A hardworking Australian who lost his entire superannuation balance of more than $100,000 to a hacker has had his savings returned and his retirement plans back on track.
Aaron Willcox, 43, a data scientist from Melbourne, was shocked when he sat down to complete his tax return on July 10 and discovered his retirement savings had completely disappeared.
The mysterious cybercriminal also transferred hundreds of dollars from the Australian Tax Office (ATO) into his own bank account.
Mr Wilcox was shocked when his safety and privacy were breached and feared he would have to work until he died.
Mr Wilcox told Daily Mail Australia that Hostplus, his pension fund provider, had managed to get the money back late last month.
Mr Wilcox explained that the ATO’s internal fraud team also assisted by putting various security measures in place to block his account.
When asked how he felt, he said he now feels “confident” about his financial future.
“That’s certainly reassuring, but the identity anxiety is still there,” Wilcox said.
Aaron Willcox, 43, (pictured) said he is relieved to get his retirement savings back after a hacker stole more than $100,000 from his pension balance
“I was lucky to get my money back.”
Mr Wilcox said he has changed his bank account and also needs a new mobile phone number.
His ATO account has been blocked and he can only access it through the myGov app on his phone.
The account is also secured with two-factor authentication and the digital MyGov pass and has now been relinked to his super account.
Mr Wilcox strongly warned Australians to take responsibility for their own digital footprint online and urged the government to do more to protect personal data.
He also encouraged people to use the myGovID app to protect themselves from hackers and suggested that super accounts should be allowed to be linked to ATO accounts.
Mr Wilcox previously told the Daily Mail the first sign something was wrong was when he tried to log in to the ATO via MyGov but was met with a barrage of error messages.
He tried to verify his identity through his super account, but access was blocked.
Worried, Mr Willcox logged into his Hostplus account, which was named Best Super Fund of the Year by Money Magazine, to discover that money had been stolen from his pension savings.
All that remained were four documents describing how the money had been transferred to another account, an account that was not his.
Mr Willcox said he was “shocked” and “in disbelief” when asked how he felt at the time.
Mr Willcox, 43, (pictured) discovered his money had been taken from his Hostplus account when he sat down to do his tax return in June
He informed the ATO and Hostplus of what had happened and both organisations launched an investigation.
His super fund account had been cancelled and his ATO account had already been frozen.
“It’s really scary that someone got in and I’m still wondering how,” Willcox said.
They have [hacker] They not only received the super, but also other benefits from the ATO.’
He said it was difficult for ATO officials to provide him with information about exactly how his account was hacked, as it could reveal security breaches.
Mr Willcox said his retirement plans at the time were completely derailed by the trials he endured, until he fought to get his money back.
“You feel invaded,” he said.
A Hostplus spokesperson previously said staff had stopped the transfer of the stolen money and were working to get the money back to Mr Wilcox.
“This issue was not caused by a breach of our systems or controls, but is the result of a compromised myGov account,” the spokesperson said.
‘The security of the myGov platform is outside the control of Hostplus.

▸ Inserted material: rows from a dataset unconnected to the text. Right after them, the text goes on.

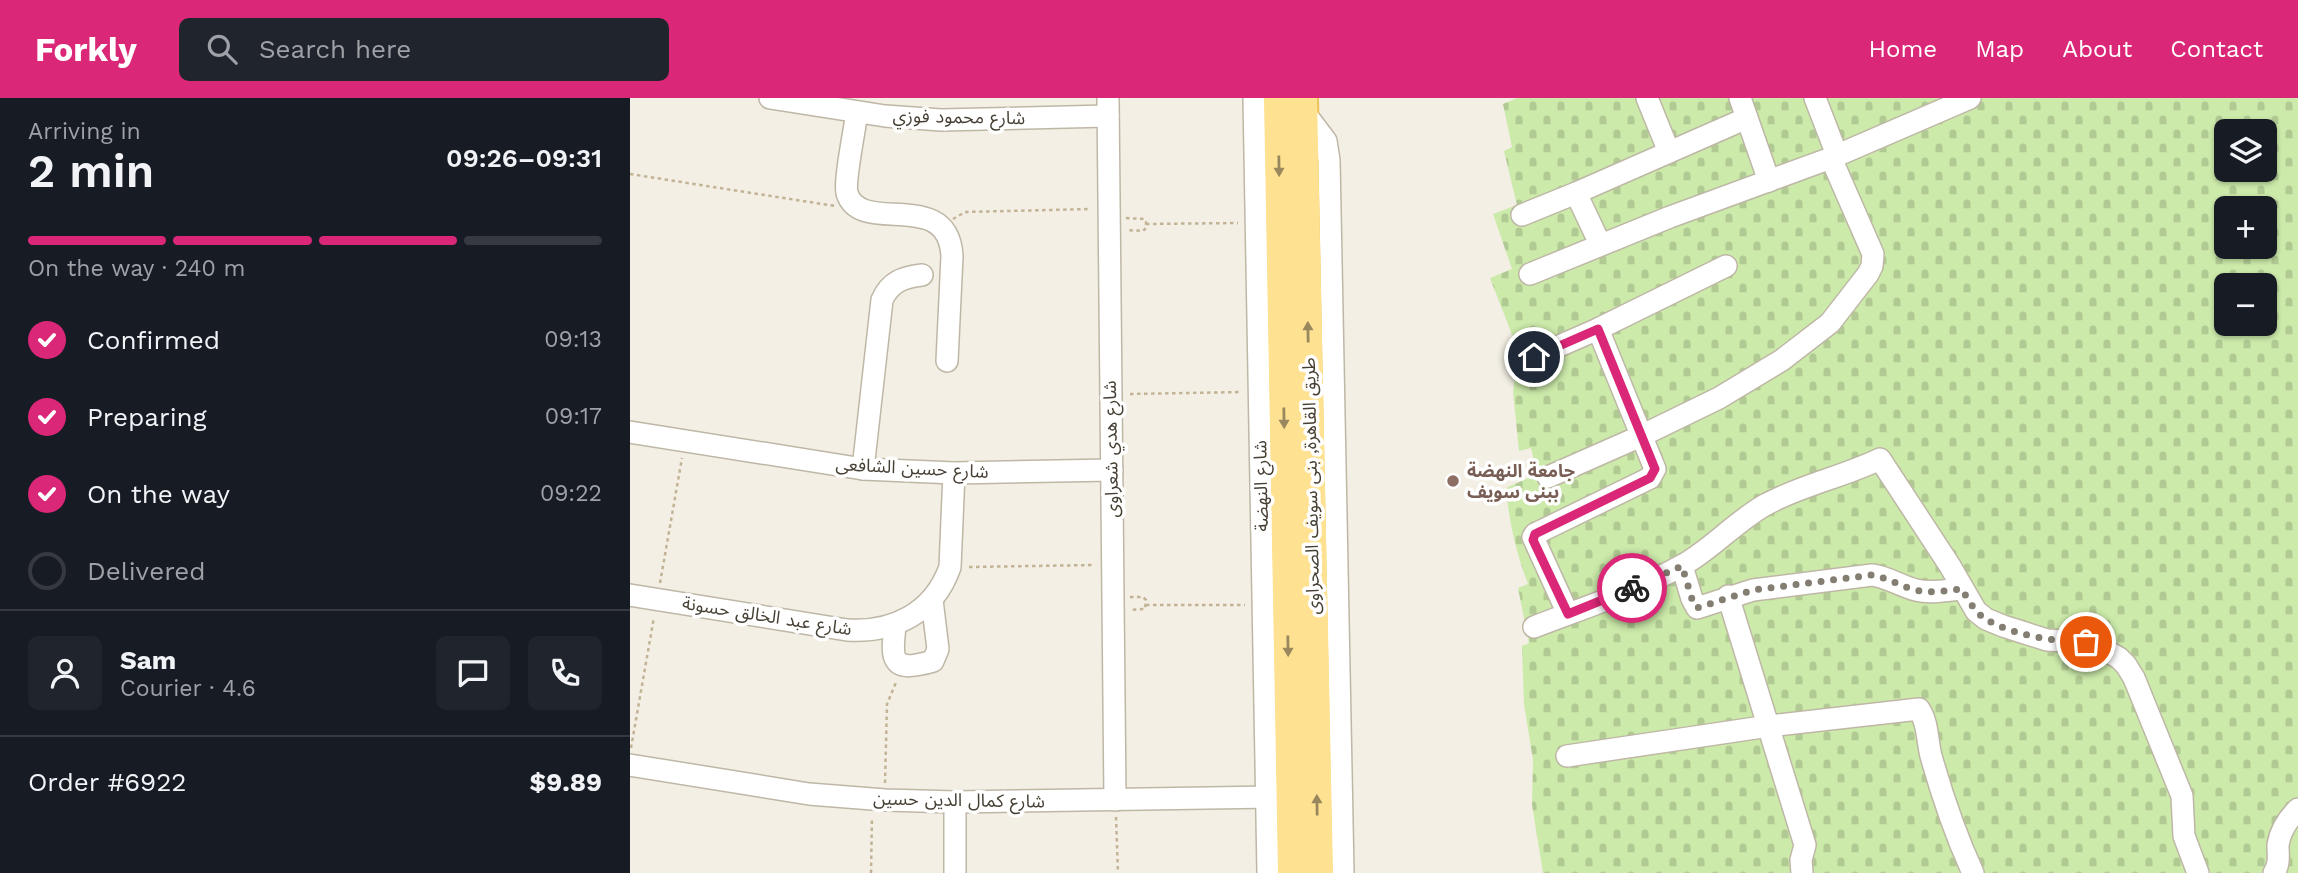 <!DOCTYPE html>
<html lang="en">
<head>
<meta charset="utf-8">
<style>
	:root { --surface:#171b24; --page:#20242c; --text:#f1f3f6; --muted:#9ea1a6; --line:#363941; --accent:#db2777 }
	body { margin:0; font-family:"Work Sans","Noto Sans Arabic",sans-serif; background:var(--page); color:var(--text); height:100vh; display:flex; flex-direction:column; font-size:26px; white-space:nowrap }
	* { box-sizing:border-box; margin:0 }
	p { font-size:23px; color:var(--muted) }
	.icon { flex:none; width:38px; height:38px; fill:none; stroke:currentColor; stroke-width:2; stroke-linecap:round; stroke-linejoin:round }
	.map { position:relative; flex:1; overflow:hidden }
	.side { display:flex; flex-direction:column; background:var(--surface); width:630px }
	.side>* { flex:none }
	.fabs { position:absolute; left:1584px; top:21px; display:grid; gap:14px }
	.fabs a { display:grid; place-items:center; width:63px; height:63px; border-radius:10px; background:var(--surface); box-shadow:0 2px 5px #0004; font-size:35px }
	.pin { position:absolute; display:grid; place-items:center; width:60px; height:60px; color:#fff; margin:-30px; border:4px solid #fff; border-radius:50%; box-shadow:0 2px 7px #0007 }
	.courier { position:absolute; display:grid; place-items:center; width:70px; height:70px; margin:-35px; border:5px solid #db2777; border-radius:50%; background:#fff; color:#222; box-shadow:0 2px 9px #0007 }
	.head em { font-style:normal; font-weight:600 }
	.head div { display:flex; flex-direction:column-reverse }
	.head { display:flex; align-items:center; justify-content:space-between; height:119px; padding:0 28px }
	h1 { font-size:46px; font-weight:600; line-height:52px }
	.bar { display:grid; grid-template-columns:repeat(4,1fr); gap:10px 7px; align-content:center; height:84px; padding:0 28px }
	.bar i { height:9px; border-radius:5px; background:var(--line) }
	.bar .active { background:var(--accent) }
	.bar p { grid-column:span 4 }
	.line { display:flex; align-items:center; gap:18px; padding:0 28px; border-top:2px solid var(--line) }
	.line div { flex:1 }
	.round { display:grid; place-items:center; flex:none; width:74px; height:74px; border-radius:10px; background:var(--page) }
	ol { padding:0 28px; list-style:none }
	li { display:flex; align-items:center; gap:21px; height:77px }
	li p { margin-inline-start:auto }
	li .icon { padding:7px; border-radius:50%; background:var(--accent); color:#fff; stroke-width:4 }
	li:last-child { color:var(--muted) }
	li i { width:38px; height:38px; border:4px solid var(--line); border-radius:50% }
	header { display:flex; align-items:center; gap:42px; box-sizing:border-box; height:98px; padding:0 35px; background:var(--accent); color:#fff }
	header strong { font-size:33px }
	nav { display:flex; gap:38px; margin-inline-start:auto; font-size:24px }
	.search { width:490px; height:63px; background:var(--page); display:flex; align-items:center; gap:18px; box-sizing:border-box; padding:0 24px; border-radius:10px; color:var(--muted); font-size:26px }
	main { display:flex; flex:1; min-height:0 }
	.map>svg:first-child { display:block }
	.cemetery { fill:url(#cemetery-stones); fill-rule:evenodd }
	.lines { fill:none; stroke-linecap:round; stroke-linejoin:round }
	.minor-casing { stroke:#bfb7a6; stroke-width:24 }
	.major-casing { stroke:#ebc25a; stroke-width:32 }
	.path { stroke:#c2b396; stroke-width:2.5; stroke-dasharray:3.5 3.5; stroke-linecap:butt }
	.minor { stroke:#fff; stroke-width:21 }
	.major { stroke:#ffe291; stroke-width:28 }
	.oneway { fill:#99885e }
	.done { stroke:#837d72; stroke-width:7; stroke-dasharray:0 12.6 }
	.route { stroke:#db2777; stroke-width:9 }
	.education-dot { fill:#8d6e63; stroke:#fff; stroke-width:2.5 }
	.labels { text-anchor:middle; stroke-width:7; stroke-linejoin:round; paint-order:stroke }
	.street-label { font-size:18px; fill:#463f34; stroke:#fff }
	.education-label { font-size:18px; font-weight:bold; fill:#785e54; stroke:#fff; text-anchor:start }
</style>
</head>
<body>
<header>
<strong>Forkly</strong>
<div class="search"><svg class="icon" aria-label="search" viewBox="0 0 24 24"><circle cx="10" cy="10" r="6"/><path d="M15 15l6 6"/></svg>Search here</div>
<nav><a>Home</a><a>Map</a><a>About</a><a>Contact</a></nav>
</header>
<main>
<section class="side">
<div class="head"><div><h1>2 min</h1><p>Arriving in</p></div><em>09:26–09:31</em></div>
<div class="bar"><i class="active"></i><i class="active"></i><i class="active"></i><i></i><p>On the way · 240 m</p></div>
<ol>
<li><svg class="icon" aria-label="check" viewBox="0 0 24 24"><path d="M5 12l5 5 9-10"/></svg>Confirmed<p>09:13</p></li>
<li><svg class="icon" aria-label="check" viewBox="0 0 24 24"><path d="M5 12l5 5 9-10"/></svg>Preparing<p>09:17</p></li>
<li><svg class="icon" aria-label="check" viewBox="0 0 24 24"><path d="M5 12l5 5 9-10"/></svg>On the way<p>09:22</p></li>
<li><i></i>Delivered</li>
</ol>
<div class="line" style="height:126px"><a class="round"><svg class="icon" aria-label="person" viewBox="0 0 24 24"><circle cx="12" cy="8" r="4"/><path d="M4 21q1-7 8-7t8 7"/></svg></a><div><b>Sam</b><p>Courier · 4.6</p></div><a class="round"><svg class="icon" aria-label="chat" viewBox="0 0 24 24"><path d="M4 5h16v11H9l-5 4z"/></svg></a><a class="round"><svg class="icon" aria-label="phone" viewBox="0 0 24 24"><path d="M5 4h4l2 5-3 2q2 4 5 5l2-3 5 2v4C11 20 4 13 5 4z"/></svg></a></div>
<div class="line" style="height:91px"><div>Order #6922</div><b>$9.89</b></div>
</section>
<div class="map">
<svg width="1668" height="775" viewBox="0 0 1668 775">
	<defs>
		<pattern id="cemetery-stones" width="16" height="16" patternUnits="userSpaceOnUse" patternTransform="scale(1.75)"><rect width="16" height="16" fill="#cceaaa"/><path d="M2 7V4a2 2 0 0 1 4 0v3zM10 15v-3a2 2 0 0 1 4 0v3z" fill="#b1ca93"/></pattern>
	</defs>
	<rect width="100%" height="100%" fill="#f3efe4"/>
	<path class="cemetery" d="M887 0H1668V775H913L902 707 903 662 894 606 892 548 899 545 888 490 898 486C886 454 879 424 876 390L907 376 901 350 889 353 883 294 888 252 860 180 882 171 863 116 887 107 874 53 882 49 873 6ZM1596 33H1634V72H1596ZM1596 110H1634V149H1596ZM1596 187H1634V226H1596Z"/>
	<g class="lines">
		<g class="minor-casing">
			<g id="minor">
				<polyline points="140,0 255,18 311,22 478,18"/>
				<polyline points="478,0 485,702"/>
				<polyline points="624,0 638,775"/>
				<polyline points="1017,0 1039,54"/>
				<polyline points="1110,0 1139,83"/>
				<polyline points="1185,0 1207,57"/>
				<path d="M227 14C225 30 214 83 217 95 230 139 318 88 322 158L317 263"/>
				<polyline points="674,14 696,43 699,62 713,775"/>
				<polyline points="946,95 1117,20"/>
				<polyline points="892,117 946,95 970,146"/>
				<polyline points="900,176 1040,119 1201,60 1340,0"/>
				<polyline points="968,231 1096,168"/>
				<polyline points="904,259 968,231 1025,371 1020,380 905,436 903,439 938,516"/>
				<polyline points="0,334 233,371 324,375 482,372"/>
				<path d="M233 371 252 202C260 184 273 179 292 177"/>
				<polyline points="918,379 1011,338 1089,300 1152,262 1200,225 1238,176 1242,168 1243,156 1201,60"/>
				<path d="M1052 468 1062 501 1067 510 1123 492 1242 477C1258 479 1270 488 1286 492 1301 496 1317 492 1332 491"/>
				<path d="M0 497 217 532C263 535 304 515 320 469L324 375"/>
				<polyline points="1098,498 1175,747 1171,762 1172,775"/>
				<path d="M265 526C264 547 256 572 286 567 292 566 297 565 303 563L308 551 302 502"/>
				<path d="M904 529C953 510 1006 493 1053 467 1083 450 1105 424 1135 407 1171 387 1213 379 1250 361L1320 468 1346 513 1356 521 1373 528 1417 542 1456 544 1470 549 1489 560 1496 567 1504 580 1552 698 1554 738 1568 775"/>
				<path d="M937 658 1139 628 1289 611C1298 624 1297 642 1301 658 1312 697 1326 738 1343 775"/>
				<polyline points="0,667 179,696 255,702 325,704 650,699"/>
				<polyline points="325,704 325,775"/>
				<path d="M1644 775C1650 765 1648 758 1648 747 1650 733 1658 721 1668 711"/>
			</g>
		</g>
		<g class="major-casing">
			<g id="major">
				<polyline points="648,0 662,775"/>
				<polyline points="673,0 689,775"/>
			</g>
		</g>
		<g class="path">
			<polyline points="0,76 205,108"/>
			<polyline points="496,120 513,121 516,123 516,130 513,133 496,132"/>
			<polyline points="323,121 335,114 461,111"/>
			<polyline points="516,126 608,125"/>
			<polyline points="500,296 612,294"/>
			<polyline points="339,469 465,467"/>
			<polyline points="30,485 52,360"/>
			<polyline points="500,499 513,499 516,502 515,511 501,512"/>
			<polyline points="516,507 615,507"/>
			<polyline points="1,650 24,519"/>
			<polyline points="255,685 257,606 267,582"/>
			<polyline points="486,719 488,775"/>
			<polyline points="241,775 242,719"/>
		</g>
		<use href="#minor" class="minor"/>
		<use href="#major" class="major"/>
	</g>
	<defs><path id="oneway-solid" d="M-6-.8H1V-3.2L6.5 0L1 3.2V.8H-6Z" transform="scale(1.75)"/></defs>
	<g class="oneway">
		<use href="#oneway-solid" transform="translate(649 68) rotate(89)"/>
		<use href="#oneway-solid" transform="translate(678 234) rotate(-91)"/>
		<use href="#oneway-solid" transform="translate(654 320) rotate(89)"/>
		<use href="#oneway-solid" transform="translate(658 548) rotate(89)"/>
		<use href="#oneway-solid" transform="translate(687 707) rotate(-91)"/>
	</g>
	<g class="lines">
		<path class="done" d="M1002 490 1052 468 1062 501 1067 510 1123 492 1242 477C1258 480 1270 488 1286 492 1301 496 1317 492 1332 491 1336 498 1341 507 1347 514 1369 536 1426 544 1456 544"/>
		<polyline class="route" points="904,259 968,231 1025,371 1020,380 905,436 903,442 938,516 1002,490"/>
	</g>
	<circle class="education-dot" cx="823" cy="383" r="7"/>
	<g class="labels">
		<g class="street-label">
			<text transform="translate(329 19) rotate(1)" y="6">شارع محمود فوزي</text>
			<text transform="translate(481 351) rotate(-91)" y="6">شارع هدي شعراوى</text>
			<text transform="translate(282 370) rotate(3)" y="6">شارع حسين الشافعى</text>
			<text transform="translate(631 388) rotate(-91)" y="6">شارع النهضة</text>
			<text transform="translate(681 388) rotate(-91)" y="6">طريق القاهرة, بنى سويف الصحراوى</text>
			<text transform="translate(137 518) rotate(9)" y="6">شارع عبد الخالق حسونة</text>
			<text transform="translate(329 702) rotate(1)" y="6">شارع كمال الدين حسين</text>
		</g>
		<g class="education-label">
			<text x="837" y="379">جامعة النهضة<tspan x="837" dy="21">ببنى سويف</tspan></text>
		</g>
	</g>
</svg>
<div class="fabs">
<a><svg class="icon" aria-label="layers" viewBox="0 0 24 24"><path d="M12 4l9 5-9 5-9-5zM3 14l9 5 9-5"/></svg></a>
<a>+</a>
<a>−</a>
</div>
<div class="pin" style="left:1456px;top:544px;background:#ea580c"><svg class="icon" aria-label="bag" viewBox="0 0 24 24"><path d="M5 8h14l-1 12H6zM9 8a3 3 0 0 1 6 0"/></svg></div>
<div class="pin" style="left:904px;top:259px;background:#1f2937"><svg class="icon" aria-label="home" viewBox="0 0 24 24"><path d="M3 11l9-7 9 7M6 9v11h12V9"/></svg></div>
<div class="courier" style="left:1002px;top:490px"><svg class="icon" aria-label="bike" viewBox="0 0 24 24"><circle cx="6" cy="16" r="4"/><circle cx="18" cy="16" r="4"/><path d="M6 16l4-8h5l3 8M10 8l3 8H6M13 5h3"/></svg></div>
</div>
</main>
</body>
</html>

However, proactive monitoring is still in place to identify and mitigate unauthorised transactions on our members’ accounts.’
Mr Wilcox warned Australians to take responsibility for their own digital footprint online and urged the government to do more to protect personal data (stock image)
An ATO spokeswoman declined to comment on Mr Willcox’s case, citing privacy reasons.
“When the ATO has information that a taxpayer’s identity may be at risk, we put in place strong security measures to protect the taxpayer,” she said.
According to a report by the ACCC, Australians lost more than $2.7 billion to scams in 2023, with more than 600,000 scam reports made.
Australians have fallen victim to three major types of pension fraud: fake pension accounts, early access scams, where people are tricked into withdrawing money early, and fraud, a consumer watchdog says.
Jo Brennan, CEO of Aware Super, said all super funds should have multi-factor authentication (MFA) to ensure the account is secure.
MFA is a security measure designed to protect users by requiring them to provide two or more pieces of identification before they can access a website.
“While implementing MFA does introduce some additional complexity for members logging in, the benefits and risk reductions far outweigh these costs,” she said. Choice.
The hacker managed to gain access to Mr Wilcox’s retirement savings account by accessing his MyGov account (stock image)
Australians are advised to protect themselves from super fund scams by regularly checking their account balances, using strong passwords and not doing business with unauthorised super fund managers.
If you may be the target of someone trying to access your pension, contact your super fund, Scamwatch or the ATO.